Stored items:
▼

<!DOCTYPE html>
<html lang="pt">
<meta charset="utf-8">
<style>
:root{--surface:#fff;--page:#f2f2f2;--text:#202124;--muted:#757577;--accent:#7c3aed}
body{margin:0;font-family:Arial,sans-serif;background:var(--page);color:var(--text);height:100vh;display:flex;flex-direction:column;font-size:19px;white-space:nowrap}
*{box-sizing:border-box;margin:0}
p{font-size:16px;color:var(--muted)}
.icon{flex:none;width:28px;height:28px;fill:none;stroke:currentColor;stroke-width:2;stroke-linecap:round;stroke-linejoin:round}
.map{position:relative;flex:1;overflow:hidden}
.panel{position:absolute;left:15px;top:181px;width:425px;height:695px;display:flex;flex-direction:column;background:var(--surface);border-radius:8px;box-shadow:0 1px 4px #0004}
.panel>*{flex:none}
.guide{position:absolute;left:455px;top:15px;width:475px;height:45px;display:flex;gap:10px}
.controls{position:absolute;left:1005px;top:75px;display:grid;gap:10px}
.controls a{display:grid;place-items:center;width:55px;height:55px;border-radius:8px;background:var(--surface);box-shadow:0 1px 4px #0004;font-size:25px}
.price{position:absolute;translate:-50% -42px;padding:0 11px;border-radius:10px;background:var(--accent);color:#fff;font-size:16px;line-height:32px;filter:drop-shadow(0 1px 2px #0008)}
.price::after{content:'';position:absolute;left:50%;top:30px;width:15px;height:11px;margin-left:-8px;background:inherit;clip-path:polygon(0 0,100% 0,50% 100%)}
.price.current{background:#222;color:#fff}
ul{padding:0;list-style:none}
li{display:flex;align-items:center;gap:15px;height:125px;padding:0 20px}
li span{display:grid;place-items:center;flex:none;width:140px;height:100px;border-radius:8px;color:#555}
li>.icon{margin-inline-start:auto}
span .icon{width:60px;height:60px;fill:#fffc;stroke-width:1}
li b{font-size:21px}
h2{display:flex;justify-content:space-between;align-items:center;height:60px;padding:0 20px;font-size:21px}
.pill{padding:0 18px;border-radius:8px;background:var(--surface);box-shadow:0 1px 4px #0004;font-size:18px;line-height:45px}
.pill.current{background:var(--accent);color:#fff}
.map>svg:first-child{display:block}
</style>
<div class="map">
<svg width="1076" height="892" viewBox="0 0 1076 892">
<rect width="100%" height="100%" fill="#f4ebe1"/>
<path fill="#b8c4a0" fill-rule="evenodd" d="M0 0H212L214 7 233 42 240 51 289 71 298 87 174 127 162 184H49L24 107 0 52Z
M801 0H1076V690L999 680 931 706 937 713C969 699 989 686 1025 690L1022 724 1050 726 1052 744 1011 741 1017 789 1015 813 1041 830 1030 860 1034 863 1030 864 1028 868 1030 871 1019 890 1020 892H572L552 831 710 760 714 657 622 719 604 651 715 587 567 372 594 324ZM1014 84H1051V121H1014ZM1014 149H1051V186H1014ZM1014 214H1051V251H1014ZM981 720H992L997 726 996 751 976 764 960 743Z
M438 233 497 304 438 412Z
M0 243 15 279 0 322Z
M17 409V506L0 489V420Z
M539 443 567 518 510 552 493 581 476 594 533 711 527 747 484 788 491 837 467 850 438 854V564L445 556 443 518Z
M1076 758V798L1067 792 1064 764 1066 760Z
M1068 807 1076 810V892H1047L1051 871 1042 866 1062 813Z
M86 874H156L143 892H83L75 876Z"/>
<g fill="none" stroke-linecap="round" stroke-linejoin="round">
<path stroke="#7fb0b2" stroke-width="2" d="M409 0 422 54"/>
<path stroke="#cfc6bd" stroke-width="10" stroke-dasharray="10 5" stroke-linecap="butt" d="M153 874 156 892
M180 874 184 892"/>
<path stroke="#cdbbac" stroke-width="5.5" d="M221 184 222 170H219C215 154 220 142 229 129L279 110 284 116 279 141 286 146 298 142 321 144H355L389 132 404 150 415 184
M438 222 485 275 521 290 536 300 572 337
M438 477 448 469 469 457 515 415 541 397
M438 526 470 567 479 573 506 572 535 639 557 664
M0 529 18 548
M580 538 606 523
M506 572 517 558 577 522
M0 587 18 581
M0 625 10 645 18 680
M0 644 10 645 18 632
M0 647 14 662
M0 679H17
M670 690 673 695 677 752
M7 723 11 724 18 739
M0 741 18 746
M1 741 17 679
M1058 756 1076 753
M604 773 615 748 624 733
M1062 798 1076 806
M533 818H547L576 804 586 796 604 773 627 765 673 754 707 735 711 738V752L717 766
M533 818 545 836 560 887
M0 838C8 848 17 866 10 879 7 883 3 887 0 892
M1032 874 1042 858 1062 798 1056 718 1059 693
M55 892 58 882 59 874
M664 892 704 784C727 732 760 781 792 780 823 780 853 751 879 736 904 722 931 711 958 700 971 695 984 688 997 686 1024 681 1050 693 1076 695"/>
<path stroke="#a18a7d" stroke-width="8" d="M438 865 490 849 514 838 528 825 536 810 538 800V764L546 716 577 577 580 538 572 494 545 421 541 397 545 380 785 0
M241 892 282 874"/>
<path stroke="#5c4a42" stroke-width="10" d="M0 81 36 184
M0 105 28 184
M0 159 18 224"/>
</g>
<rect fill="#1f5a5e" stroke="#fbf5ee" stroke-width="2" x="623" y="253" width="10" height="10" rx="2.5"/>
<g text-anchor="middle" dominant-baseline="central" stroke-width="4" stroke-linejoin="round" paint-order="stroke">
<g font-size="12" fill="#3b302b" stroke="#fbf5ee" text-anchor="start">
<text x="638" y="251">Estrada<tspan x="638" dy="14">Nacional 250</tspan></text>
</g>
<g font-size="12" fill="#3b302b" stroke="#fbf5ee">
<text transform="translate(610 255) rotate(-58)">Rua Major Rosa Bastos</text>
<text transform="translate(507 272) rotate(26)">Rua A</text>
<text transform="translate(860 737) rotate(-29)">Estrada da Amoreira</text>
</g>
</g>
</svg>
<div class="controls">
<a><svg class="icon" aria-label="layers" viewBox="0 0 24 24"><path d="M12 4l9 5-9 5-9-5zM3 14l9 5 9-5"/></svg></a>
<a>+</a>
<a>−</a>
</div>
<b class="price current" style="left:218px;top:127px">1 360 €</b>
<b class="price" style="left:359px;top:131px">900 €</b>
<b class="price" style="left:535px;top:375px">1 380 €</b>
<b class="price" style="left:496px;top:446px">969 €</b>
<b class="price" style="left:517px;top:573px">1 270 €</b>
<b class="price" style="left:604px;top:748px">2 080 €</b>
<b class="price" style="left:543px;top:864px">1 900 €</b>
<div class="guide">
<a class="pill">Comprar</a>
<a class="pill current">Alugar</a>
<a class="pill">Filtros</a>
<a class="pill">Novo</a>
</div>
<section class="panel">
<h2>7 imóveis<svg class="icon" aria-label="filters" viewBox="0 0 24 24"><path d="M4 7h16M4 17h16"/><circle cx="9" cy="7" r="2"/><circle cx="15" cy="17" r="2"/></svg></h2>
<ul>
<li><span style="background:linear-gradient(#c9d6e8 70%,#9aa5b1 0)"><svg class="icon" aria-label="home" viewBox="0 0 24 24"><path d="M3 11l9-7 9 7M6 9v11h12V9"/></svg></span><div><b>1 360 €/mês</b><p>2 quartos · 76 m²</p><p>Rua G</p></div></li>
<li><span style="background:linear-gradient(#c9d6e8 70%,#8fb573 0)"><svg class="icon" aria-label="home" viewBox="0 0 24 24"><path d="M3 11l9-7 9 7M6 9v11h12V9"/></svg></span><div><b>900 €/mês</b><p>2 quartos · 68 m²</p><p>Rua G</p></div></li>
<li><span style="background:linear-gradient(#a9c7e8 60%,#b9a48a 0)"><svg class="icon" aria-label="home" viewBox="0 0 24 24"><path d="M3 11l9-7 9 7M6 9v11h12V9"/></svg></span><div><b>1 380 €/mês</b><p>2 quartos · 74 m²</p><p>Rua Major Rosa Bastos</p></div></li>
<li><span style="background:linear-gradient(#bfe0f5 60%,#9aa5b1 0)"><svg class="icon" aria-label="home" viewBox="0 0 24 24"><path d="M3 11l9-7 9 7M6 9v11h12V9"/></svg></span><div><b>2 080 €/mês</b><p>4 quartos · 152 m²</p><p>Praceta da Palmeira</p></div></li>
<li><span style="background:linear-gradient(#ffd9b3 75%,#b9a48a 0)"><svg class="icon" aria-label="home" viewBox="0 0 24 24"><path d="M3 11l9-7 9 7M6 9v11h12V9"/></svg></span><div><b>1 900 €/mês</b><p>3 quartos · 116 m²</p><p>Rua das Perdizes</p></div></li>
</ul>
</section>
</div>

▲

§ **ASSIGNMENT**: Copy each line from the records above that includes the string "pill".

§ **OUTPUT OF THE EXERCISE**:
.pill{padding:0 18px;border-radius:8px;background:var(--surface);box-shadow:0 1px 4px #0004;font-size:18px;line-height:45px}
.pill.current{background:var(--accent);color:#fff}
<a class="pill">Comprar</a>
<a class="pill current">Alugar</a>
<a class="pill">Filtros</a>
<a class="pill">Novo</a>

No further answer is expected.